I’m not a drinker of the bubbly.  I don’t see the purpose. 1) I do not like to NOT be in control of me. 2) If I’m going to drink something, it is going to taste good.  Personal preference.  I am going to put it out there that I believe without question that alcohol consumption is causing most of the grief and pain in our society…no less, in fact,  than the use of controlled substances and narcotics used by many to make their life palatable.

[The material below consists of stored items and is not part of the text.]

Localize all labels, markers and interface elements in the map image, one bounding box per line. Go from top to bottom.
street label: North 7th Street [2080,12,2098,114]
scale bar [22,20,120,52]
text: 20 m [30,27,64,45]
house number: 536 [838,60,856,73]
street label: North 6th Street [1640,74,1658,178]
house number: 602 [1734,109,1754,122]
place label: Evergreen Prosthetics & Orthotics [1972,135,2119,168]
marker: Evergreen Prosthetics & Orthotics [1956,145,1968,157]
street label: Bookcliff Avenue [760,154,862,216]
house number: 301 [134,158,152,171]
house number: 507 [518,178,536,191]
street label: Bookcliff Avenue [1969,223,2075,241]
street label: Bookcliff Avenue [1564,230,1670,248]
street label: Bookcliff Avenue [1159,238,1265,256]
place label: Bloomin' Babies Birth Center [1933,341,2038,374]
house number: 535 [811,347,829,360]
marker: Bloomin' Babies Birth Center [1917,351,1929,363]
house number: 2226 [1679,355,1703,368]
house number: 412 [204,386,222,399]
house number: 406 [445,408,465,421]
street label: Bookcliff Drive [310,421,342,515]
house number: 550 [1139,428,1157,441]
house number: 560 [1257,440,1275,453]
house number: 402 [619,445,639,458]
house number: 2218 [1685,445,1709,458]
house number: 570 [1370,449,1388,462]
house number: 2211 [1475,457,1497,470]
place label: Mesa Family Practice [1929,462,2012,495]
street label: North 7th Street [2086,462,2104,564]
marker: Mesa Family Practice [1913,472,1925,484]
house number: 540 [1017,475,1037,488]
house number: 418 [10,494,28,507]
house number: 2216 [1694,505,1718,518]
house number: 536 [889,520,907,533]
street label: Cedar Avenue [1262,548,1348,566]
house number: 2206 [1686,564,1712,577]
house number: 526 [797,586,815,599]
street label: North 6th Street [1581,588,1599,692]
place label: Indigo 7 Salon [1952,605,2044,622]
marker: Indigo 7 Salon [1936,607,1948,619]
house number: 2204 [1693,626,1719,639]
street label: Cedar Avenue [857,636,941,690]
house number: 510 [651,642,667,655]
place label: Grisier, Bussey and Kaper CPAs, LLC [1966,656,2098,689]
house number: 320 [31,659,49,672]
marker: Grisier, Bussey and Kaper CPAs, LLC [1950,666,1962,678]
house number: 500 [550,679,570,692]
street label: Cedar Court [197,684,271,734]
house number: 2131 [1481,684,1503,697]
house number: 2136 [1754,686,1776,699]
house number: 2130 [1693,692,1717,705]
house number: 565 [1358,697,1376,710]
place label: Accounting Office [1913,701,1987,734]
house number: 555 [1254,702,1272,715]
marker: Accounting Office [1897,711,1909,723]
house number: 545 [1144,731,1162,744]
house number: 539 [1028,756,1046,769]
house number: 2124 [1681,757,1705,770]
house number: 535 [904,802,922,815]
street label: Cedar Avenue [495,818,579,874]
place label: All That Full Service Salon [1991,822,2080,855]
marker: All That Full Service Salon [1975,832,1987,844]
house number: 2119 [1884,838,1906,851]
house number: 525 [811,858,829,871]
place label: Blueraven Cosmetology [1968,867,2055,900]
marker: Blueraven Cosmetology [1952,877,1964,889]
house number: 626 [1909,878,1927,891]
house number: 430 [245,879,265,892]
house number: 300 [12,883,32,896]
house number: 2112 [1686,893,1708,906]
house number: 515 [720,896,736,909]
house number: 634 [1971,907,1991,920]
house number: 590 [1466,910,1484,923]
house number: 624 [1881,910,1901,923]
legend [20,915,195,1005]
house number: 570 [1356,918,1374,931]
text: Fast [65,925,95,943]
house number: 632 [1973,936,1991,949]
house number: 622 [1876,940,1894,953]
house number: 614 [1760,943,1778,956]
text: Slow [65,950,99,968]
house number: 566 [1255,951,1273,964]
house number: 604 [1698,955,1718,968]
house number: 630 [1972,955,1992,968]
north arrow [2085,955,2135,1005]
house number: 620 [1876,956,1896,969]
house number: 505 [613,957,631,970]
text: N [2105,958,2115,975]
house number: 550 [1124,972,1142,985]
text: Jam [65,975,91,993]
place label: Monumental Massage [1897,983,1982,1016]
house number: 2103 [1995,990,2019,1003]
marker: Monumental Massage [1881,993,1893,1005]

Until the residual crud from kidney cancer surgery, I have used very few prescription narcotics for pain relief.  I’m very afraid of the habitual affect of these pain relievers.  I received several lectures while in the hospital that relieving the pain after surgery is not just for comfort but actually aids in recovery because if the pain is restricting deep breaths or getting out of bed, things are not going to go well.  The morning after surgery, one of the nurses I adored walked into the room and said.  Nina…push that morphine button now.  They hooked me up with the morphine self medicator…apparently I was  low on the compliance scale…I was high the rest of the morning until they switched me to oral pain meds.  While I can say that the pain was low and my personality apparently uninhibited, its not how I would want to go through my normal life.  BTW I’m still using an occasional pain pill this 2nd week after surgery.  Sometimes it just feels good to not have to worry about whether this or that is going to cause me pain.  No Guilt.  The nurse told me that is why the surgeon sends you home with a prescription….and I finally believe her.

With that being said.  Come on Missouri…legalize MJ.  I’ve been surrounded by the seeds-in-the-ashtray arrest mentality for 30 years…  Occasionally, I”m sure a good nasty drug bust happens because someone found MJ seeds or stems in someone’s trash…but these personal use MJ busts are not working…criminalizing normal people for smoking a little weed just infuriates me.  I haven’t smoked a joint since I was about 24 years old.  You do the math.  I’m in the minority.  I would venture a guess that there are more people, of every age, smoking pot regularly now than smoking cigarettes.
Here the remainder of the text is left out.